### The problem
Throughout the listing below, copy each line containing "canvas".

### Data section
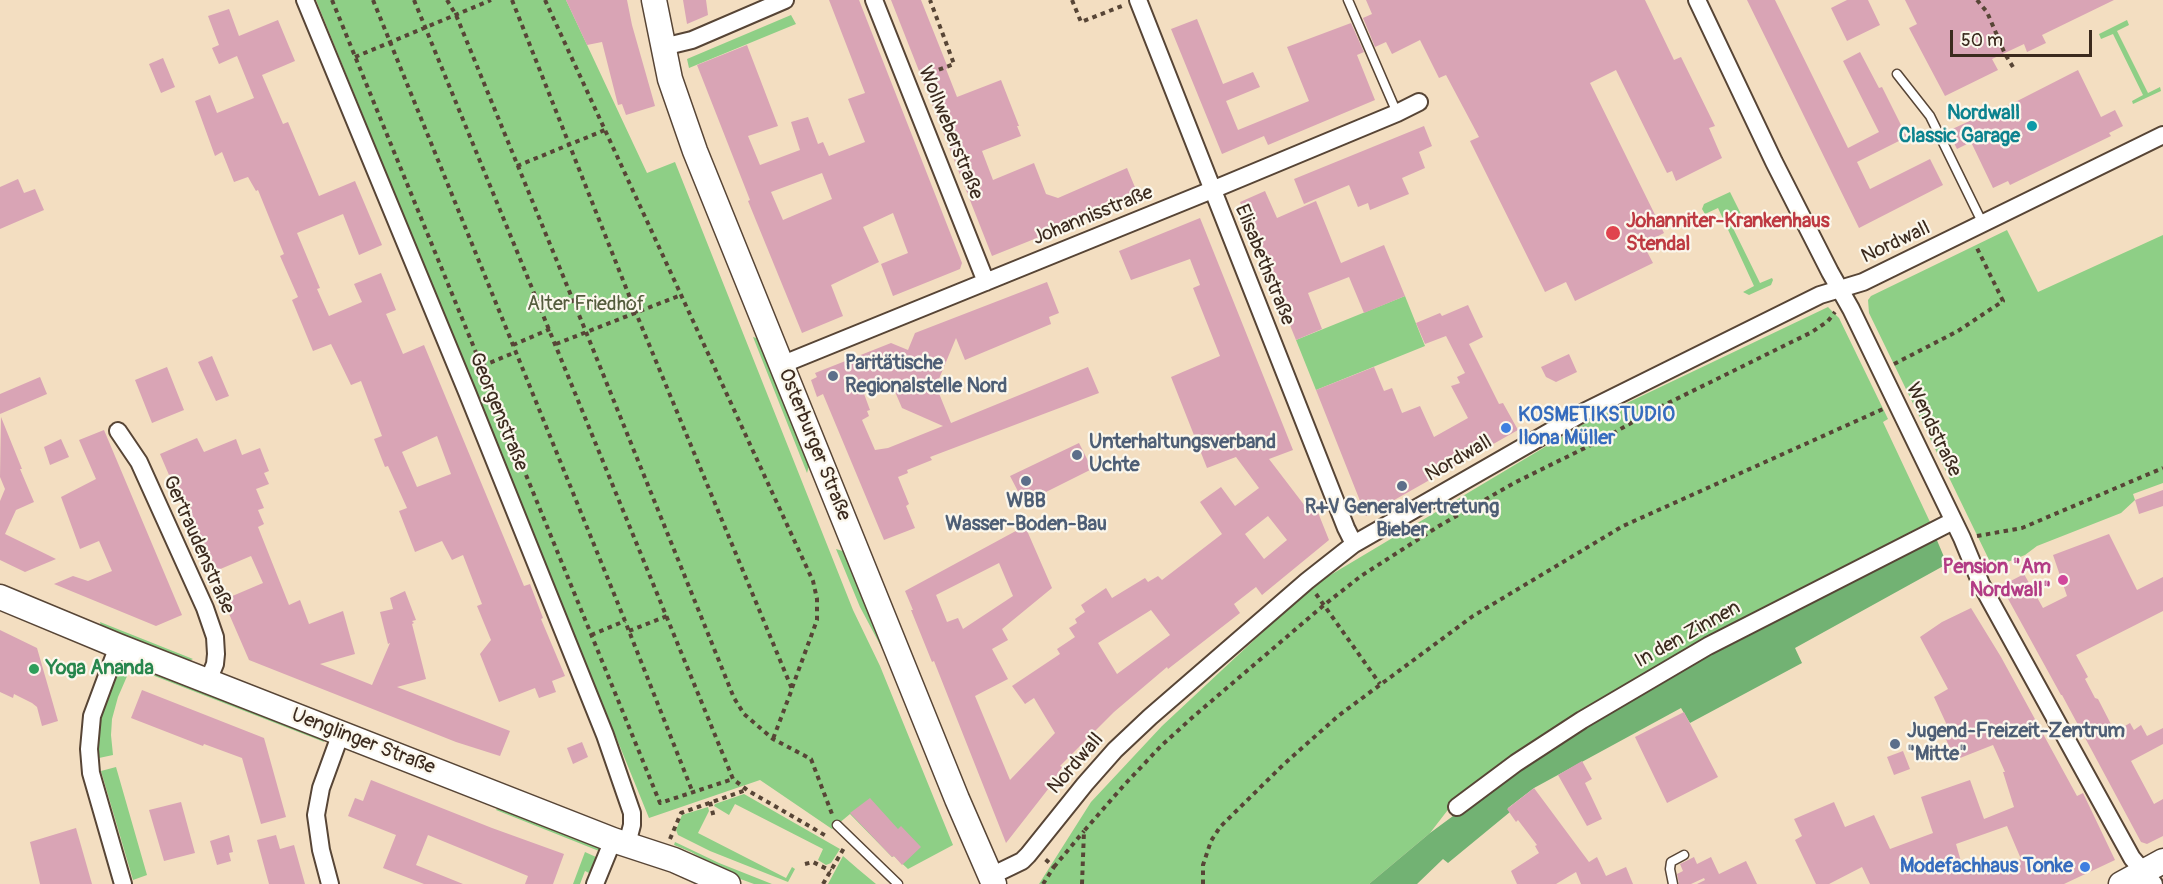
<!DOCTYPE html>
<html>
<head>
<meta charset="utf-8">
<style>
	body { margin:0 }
	#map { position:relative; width:2163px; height:884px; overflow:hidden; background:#f3dec1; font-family:Pangolin,sans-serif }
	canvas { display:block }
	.scale { position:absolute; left:1950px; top:30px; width:142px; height:27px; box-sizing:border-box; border:3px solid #3b2a1e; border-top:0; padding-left:8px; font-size:18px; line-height:21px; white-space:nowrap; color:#3b2a1e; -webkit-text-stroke:4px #fbf7ec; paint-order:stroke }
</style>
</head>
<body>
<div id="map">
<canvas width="2163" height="884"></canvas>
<div class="scale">50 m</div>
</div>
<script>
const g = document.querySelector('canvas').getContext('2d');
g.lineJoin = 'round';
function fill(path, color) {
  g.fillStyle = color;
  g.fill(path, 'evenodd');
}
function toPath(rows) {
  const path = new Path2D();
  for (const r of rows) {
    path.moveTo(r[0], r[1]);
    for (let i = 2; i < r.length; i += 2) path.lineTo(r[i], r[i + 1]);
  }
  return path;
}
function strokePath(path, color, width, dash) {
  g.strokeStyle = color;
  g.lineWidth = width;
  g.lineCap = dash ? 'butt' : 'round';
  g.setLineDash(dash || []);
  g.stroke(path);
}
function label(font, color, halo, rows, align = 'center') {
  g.font = font + ' Pangolin,sans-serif';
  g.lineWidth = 4.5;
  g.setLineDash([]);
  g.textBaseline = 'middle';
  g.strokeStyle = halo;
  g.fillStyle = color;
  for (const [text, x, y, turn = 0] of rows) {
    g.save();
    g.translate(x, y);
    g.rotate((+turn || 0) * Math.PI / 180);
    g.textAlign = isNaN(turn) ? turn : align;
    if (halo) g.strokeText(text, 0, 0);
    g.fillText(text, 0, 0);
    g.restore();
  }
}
const green = toPath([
	[316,0,566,0,647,173,675,162,853,610,880,666,953,845,908,869,894,856,892,857,850,814,832,829,760,780,649,818],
	[791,15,796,24,689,68,687,59],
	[2127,20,2129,25,2117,31,2148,93,2160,87,2161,91,2133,104,2132,101,2143,95,2113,34,2101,39,2099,34],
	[1730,192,1741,214,1729,220,1760,283,1772,278,1773,280,1771,285,1749,295,1743,292,1754,286,1718,208,1705,214,1702,209,1704,204],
	[2007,230,2038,292,2163,235,2163,483,2133,494,2135,500,2121,513,2037,546,2025,555,1993,568,1869,313,1868,300,1871,296],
	[1405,296,1425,346,1316,390,1296,340],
	[1828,307,1839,318,1888,419,1883,422,1930,522,1741,620,1454,802,1430,833,1369,884,1039,884,1091,802,1162,726,1312,586,1585,423],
	[753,337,760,339,810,462,807,473],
	[836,549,846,552,944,796,942,796,885,654,860,607],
	[100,622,193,659,187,662,101,627],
	[134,668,156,671,323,737,324,742],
	[123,672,128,674,118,697,112,719,111,735,113,755,99,758,98,741,102,712,115,678],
	[116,767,147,875,133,880,101,771],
	[744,794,840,849,831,863,826,865,818,860,823,849,735,804,729,815,714,806,715,804],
	[498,807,600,848,599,851,496,810],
	[708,807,709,811,698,833,786,878,792,867,795,869,788,882,710,851,678,835,676,830,682,815],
	[675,842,719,863,772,884,754,884,735,877,691,852,674,845],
	[585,852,596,857,589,873,585,871,580,884,573,884],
	[843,856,858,869,876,884,828,884]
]);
const forest = toPath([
	[1936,538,1947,564,1795,648,1802,663,1690,723,1681,708,1534,788,1508,808,1510,812,1448,863,1443,859,1417,884,1369,884,1430,833,1533,757,1745,633]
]);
const building = toPath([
	[566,0,627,0,632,25,655,106,626,115,622,104,618,105,602,42,587,45],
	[683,0,706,0,708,15,687,24],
	[829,0,859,0,962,263,960,269,893,296,881,264,908,253,893,213,863,227,879,262,831,285,843,316,802,333,748,201,750,200,697,65,747,45,778,126,748,136,760,165,800,150,791,122,808,117,818,144,823,142,829,156,865,142,848,99,865,93],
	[822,173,832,199,783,220,771,192],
	[891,0,921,0,948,68,946,69,957,97,1001,80,1019,126,1017,126,1021,136,982,151,993,180,1034,163,1046,194,1058,198,1127,168,1139,197,992,256],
	[1366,0,1645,0,1674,60,1681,57,1715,126,1709,128,1722,158,1676,181,1672,171,1667,173,1616,70,1590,83,1664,233,1643,244,1653,263,1575,301,1566,282,1545,292,1470,141,1479,137,1446,75,1439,78,1420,40,1392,54,1386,42,1375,47,1363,18,1372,14],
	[1747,0,1775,0,1848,148,1879,132,1843,61,1860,52,1879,88,1882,87,1907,137,1857,162,1870,189,1930,159,1943,185,1859,228],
	[1847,0,1868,0,1880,25,1847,41,1831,8],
	[1905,0,2114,0,2042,35,2046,43,2027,52,2024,44,1992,59,1998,70,1945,96,1909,28,1917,24],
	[229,9,239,36,278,20,295,61,262,75,283,124,288,122,319,196,355,181,382,245,359,255,343,214,297,233,320,288,317,289,329,316,362,302,354,284,381,273,396,310,386,314,403,354,424,345,524,586,530,584,543,618,541,619,565,676,552,681,556,692,539,698,535,688,499,702,480,654,491,640,477,606,482,604,463,555,452,560,442,541,415,552,399,511,407,508,388,466,385,467,374,439,382,436,361,381,351,385,331,344,313,351,292,300,298,297,280,256,284,254,258,190,256,191,248,177,234,182,222,152,215,156,195,101,210,95,217,113,254,98,237,56,219,64,212,48,219,45,208,16],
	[437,436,451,474,417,487,402,452],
	[1197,19,1223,84,1253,72,1260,87,1226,101,1238,130,1309,101,1287,47,1351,23,1364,52,1357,55,1375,100,1268,145,1264,136,1222,154,1171,29],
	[163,58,175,87,161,93,149,64],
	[2078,70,2101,117,2115,110,2123,126,2109,133,2111,136,2010,185,2008,181,1993,188,1971,142,1957,149,1948,131,1976,118,1978,121],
	[1424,126,1432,146,1419,152,1425,168,1402,178,1409,194,1370,210,1368,203,1358,207,1349,185,1304,204,1294,179],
	[18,179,24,193,35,189,44,210,0,229,0,187],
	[1265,191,1277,218,1316,201,1341,263,1384,245,1405,296,1364,313,1349,277,1308,293,1322,329,1296,340,1240,202],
	[1200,218,1293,450,1269,459,1308,510,1315,505,1329,540,1262,595,1256,587,1234,604,1240,613,1168,669,1167,667,1114,712,1060,766,1062,767,1049,788,1006,843,934,661,932,662,911,610,913,610,905,591,1025,526,1052,588,1002,629,1008,640,992,649,1008,679,975,696,1010,780,1055,733,1034,698,1025,704,1012,686,1060,654,1057,649,1075,637,1069,628,1077,623,1075,619,1085,612,1081,605,1106,588,1112,598,1145,578,1148,582,1158,576,1162,580,1222,534,1200,502,1221,487,1235,506,1259,488,1236,457,1207,468,1171,377,1220,356,1193,288,1200,285,1190,259,1131,280,1119,251],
	[1268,516,1287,540,1264,559,1245,534],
	[999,563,1013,596,963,629,958,618,947,622,936,595],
	[1151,610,1170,635,1117,674,1098,643],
	[1047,282,1059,313,1049,317,1051,324,965,360,956,338,936,386,951,423,1088,367,1099,393,930,457,932,460,907,470,908,473,898,477,909,504,906,506,915,528,884,540,823,394,817,397,811,380,817,377,815,373,891,343,908,350,915,333],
	[890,380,902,408,943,426,888,448,875,450,862,420,869,416,867,411,870,410,863,391],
	[1468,305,1483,337,1469,344,1499,404,1503,403,1518,430,1366,516,1316,390,1374,367,1384,391,1392,388,1402,413,1420,406,1434,437,1468,418,1451,386,1460,383,1457,377,1465,373,1446,336,1425,344,1416,323,1440,313,1442,316],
	[1569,354,1577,372,1556,382,1546,377,1541,367],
	[212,356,229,396,216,401,198,362],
	[167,367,184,410,152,423,135,380],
	[40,377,47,394,0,414,0,394],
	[1,417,22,469,20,469,34,502,16,510,5,534,56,559,25,572,0,560,0,501,5,489,0,477],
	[104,430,182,615,156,626,54,584,73,576,88,581,112,571,99,541,80,549,61,497,96,479,79,440],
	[197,438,204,452,236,439,242,455,260,448,269,471,264,473,269,484,256,489,264,508,258,510,264,524,258,527,289,605,300,600,309,624,343,611,355,654,320,664,372,685,390,643,388,644,380,612,393,609,390,598,405,591,416,620,412,621,414,623,412,624,426,679,397,687,510,731,500,756,456,742,249,660,223,600,263,583,251,556,211,573,160,454],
	[61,439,69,457,50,465,44,447],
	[1079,443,1092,469,1024,503,1010,476],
	[2163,490,2163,506,2139,514,2135,500],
	[2109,534,2137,590,2163,577,2163,611,2076,655,2088,677,2085,679,2095,698,2098,699,2115,732,2130,723,2134,730,2141,725,2147,736,2163,728,2163,744,2131,761,2154,804,2163,799,2163,836,2147,844,2141,842,2062,695,2061,695,2001,586,2024,574,2043,608,2067,596,2053,555],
	[1971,608,2001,657,2077,796,2083,793,2115,860,2064,884,1870,884,1862,867,1829,884,1816,884,1795,840,1802,836,1794,819,1834,802,1845,827,1874,815,1890,849,1933,833,1921,797,1970,780,1984,819,2014,807,2003,772,2005,772,1993,745,1955,760,1945,737,1951,734,1934,697,1948,689,1920,637,1942,622],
	[2007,826,2021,859,1988,871,1986,865,1964,872,1956,844],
	[0,630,37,648,58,721,42,726,37,707,32,703,14,694,13,698,0,692],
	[142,690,264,738,286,817,261,824,242,758,204,744,203,746,131,718],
	[1684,712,1718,777,1667,803,1635,737],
	[582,742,588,757,573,764,567,748],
	[1903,751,1910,769,1894,775,1887,757],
	[1582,761,1592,779,1585,783,1602,819,1587,826,1558,775],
	[371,780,492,828,564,854,553,884,525,884,528,876,428,835,416,865,463,884,424,884,383,868,396,835,348,816,355,798,363,801],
	[1534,788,1589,862,1597,857,1606,876,1626,867,1633,884,1581,884,1576,872,1556,884,1517,884,1511,871,1539,853,1535,846,1537,845,1518,820,1516,822,1507,809],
	[870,798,898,829,901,826,921,847,902,865,894,856,892,857,850,813],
	[181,802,195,853,164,861,149,810],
	[76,828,92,884,40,884,30,842],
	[229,835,233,852,229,853,231,861,217,865,210,841],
	[276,835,280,849,294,845,305,884,269,884,257,840],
	[1694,857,1697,864,1711,857,1719,874,1746,861,1757,884,1697,884,1705,880,1704,878,1691,884,1679,884,1677,874,1683,871,1680,864]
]);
const path = toPath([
	[332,0,660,803,733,779],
	[373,0,625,621,693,793],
	[414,0,733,779,747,790,828,837],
	[447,0,456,15,586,332,734,698,744,714,773,739,811,759,832,814],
	[512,0,636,313,792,689,773,739],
	[545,0,813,581,817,599,817,620,792,688],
	[1072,0,1081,22,1122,6],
	[1977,0,1987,12,2005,54,2013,67],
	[355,57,491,0],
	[922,76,954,64,930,0],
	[517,166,605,130],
	[556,344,681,295],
	[513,345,550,329],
	[1894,364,1958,331,2003,301,1976,246],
	[482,366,516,352],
	[1977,536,2022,528,2163,468],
	[1316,594,1380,684],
	[629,631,667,616],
	[591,635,625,621],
	[710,802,714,818],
	[670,839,681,813,746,790],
	[805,864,813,862,831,871],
	[1054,867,1084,831],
	[823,884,844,848],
	[1043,884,1054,867,1045,859],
	[1082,884,1084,831,1125,784,1162,745,1194,716,1324,605,1361,576,1439,526,1514,483,1603,439,1650,412,1812,332,1828,321,1835,312],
	[1203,884,1203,865,1211,841,1220,827,1283,765,1338,716,1473,616,1623,526,1883,409]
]);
const lane = toPath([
	[1348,0,1397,113],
	[1897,74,1930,116,1983,224],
	[837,825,898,884],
	[1673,884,1670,869,1671,862,1684,855]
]);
const street = toPath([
	[305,0,467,392,605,735,632,813,632,825,627,844],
	[874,0,986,282],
	[1138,0,1346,528,1354,544],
	[1697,0,1774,162,1830,272,1851,309,1962,538,1981,584,2132,858,2154,884],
	[663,47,692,40,785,0],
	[781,365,1212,190,1397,113,1419,102],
	[118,431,139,462,205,608,215,637,216,654,215,664,208,681],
	[118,646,92,716,89,749,91,773,123,884],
	[1457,807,1516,763,1582,720,1708,646,1953,521],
	[991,876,1022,861,1028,855,1085,784,1115,750,1150,717,1307,581,1354,544,1586,411,1820,295,1863,282,2163,135],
	[330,884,321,850,316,815,321,788,341,733],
	[595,884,613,840]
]);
const secondary = toPath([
	[654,0,670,79,695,151,957,799,994,884],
	[0,597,118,646,613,840,674,860,728,884],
	[2121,884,2163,861]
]);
const markers = [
	[2032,126,6,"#0f9aa8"],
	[1613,233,8,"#e0444e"],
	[833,376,6,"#5c6f8a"],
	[1506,428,6,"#3f7fe0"],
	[1077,455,6,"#5c6f8a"],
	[1026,481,6,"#5c6f8a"],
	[1402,486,6,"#5c6f8a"],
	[2063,580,6,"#d1479c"],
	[34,669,6,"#2e9e5b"],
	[1895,744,6,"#5c6f8a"],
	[2085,867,6,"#3f7fe0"]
];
const cultureNames = [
	["Nordwall",2020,114],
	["Classic Garage",2020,137]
];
const streetNames = [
	["Wollweberstraße",950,133,68],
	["Johannisstraße",1093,216,-22],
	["Nordwall",1896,243,-25],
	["Elisabethstraße",1264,265,68],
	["Georgenstraße",498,412,68],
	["Wendstraße",1933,430,64],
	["Osterburger Straße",814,445,68],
	["Nordwall",1459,459,-30],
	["Gertraudenstraße",198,545,66],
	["In den Zinnen",1688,635,-29],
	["Uenglinger Straße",363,742,21],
	["Nordwall",1076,764,-49]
];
const healthNames = [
	["Johanniter-Krankenhaus",1626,222],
	["Stendal",1626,245]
];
const parkNames = [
	["Alter Friedhof",586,305]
];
const serviceNames = [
	["Paritätische",845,364],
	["Regionalstelle Nord",845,387],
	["Unterhaltungsverband",1089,443],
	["Uchte",1089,466],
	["WBB",1026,502,"center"],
	["Wasser-Boden-Bau",1026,525,"center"],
	["R+V Generalvertretung",1402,508,"center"],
	["Bieber",1402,531,"center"],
	["Jugend-Freizeit-Zentrum",1907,732],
	["\"Mitte\"",1907,755]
];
const shopNames = [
	["KOSMETIKSTUDIO",1518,416],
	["Ilona Müller",1518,439],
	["Modefachhaus Tonke",2073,867,"right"]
];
const hotelNames = [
	["Pension \"Am",2051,568],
	["Nordwall\"",2051,591]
];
const leisureNames = [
	["Yoga Ananda",46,669]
];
fill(green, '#8ecf86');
fill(forest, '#72b273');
fill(building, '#d9a4b5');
strokePath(lane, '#574536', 11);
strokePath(street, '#574536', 20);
strokePath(secondary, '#574536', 27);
strokePath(path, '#574536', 4, [4.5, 4.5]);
strokePath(lane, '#fff', 8);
strokePath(street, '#fff', 16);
strokePath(secondary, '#fff', 24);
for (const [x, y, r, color] of markers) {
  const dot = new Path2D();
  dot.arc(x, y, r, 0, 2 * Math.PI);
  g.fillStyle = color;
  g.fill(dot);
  strokePath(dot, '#fbf7ec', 2);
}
label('bold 20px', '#0d838f', '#fbf7ec', cultureNames, 'right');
label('20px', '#3b2a1e', '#fbf7ec', streetNames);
label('bold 20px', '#be3a42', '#fbf7ec', healthNames, 'left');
label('20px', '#545c3d', '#fbf7ec', parkNames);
label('bold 20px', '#4e5e75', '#fbf7ec', serviceNames, 'left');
label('bold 20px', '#366cbe', '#fbf7ec', shopNames, 'left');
label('bold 20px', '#b23c85', '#fbf7ec', hotelNames, 'right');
label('bold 20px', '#27864d', '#fbf7ec', leisureNames, 'left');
</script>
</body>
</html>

### Solved exercise
	canvas { display:block }
<canvas width="2163" height="884"></canvas>
const g = document.querySelector('canvas').getContext('2d');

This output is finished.